Start of Data for review
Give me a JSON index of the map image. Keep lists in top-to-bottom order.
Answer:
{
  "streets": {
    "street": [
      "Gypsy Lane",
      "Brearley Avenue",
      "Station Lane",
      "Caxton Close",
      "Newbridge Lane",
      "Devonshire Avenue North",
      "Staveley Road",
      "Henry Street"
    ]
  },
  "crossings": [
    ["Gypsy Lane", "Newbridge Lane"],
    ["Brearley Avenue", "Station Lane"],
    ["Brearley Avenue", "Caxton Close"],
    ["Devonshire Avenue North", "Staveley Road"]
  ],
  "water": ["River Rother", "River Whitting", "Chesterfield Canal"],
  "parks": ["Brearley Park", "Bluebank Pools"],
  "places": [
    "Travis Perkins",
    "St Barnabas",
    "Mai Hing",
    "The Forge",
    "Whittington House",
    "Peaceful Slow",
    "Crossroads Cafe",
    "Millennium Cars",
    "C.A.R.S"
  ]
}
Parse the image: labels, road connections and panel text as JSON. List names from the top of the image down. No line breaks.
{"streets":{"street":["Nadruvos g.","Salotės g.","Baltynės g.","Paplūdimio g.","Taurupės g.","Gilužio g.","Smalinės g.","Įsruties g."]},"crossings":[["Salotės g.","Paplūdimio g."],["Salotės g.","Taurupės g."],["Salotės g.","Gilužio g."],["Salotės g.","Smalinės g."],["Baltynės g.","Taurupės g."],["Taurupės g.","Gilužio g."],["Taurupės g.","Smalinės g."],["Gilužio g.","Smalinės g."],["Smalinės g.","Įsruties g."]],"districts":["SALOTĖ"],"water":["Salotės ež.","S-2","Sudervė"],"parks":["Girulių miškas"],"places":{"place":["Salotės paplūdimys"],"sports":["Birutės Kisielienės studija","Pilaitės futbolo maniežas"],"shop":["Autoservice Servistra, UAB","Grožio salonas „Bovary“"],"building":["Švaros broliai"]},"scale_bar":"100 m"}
End of Data for review
Problem – Only the lines from the one containing "Parse the image: labels, road" through the end of the entries above belong in the answer; repeat them exactly.

Result for this exercise –
Parse the image: labels, road connections and panel text as JSON. List names from the top of the image down. No line breaks.
{"streets":{"street":["Nadruvos g.","Salotės g.","Baltynės g.","Paplūdimio g.","Taurupės g.","Gilužio g.","Smalinės g.","Įsruties g."]},"crossings":[["Salotės g.","Paplūdimio g."],["Salotės g.","Taurupės g."],["Salotės g.","Gilužio g."],["Salotės g.","Smalinės g."],["Baltynės g.","Taurupės g."],["Taurupės g.","Gilužio g."],["Taurupės g.","Smalinės g."],["Gilužio g.","Smalinės g."],["Smalinės g.","Įsruties g."]],"districts":["SALOTĖ"],"water":["Salotės ež.","S-2","Sudervė"],"parks":["Girulių miškas"],"places":{"place":["Salotės paplūdimys"],"sports":["Birutės Kisielienės studija","Pilaitės futbolo maniežas"],"shop":["Autoservice Servistra, UAB","Grožio salonas „Bovary“"],"building":["Švaros broliai"]},"scale_bar":"100 m"}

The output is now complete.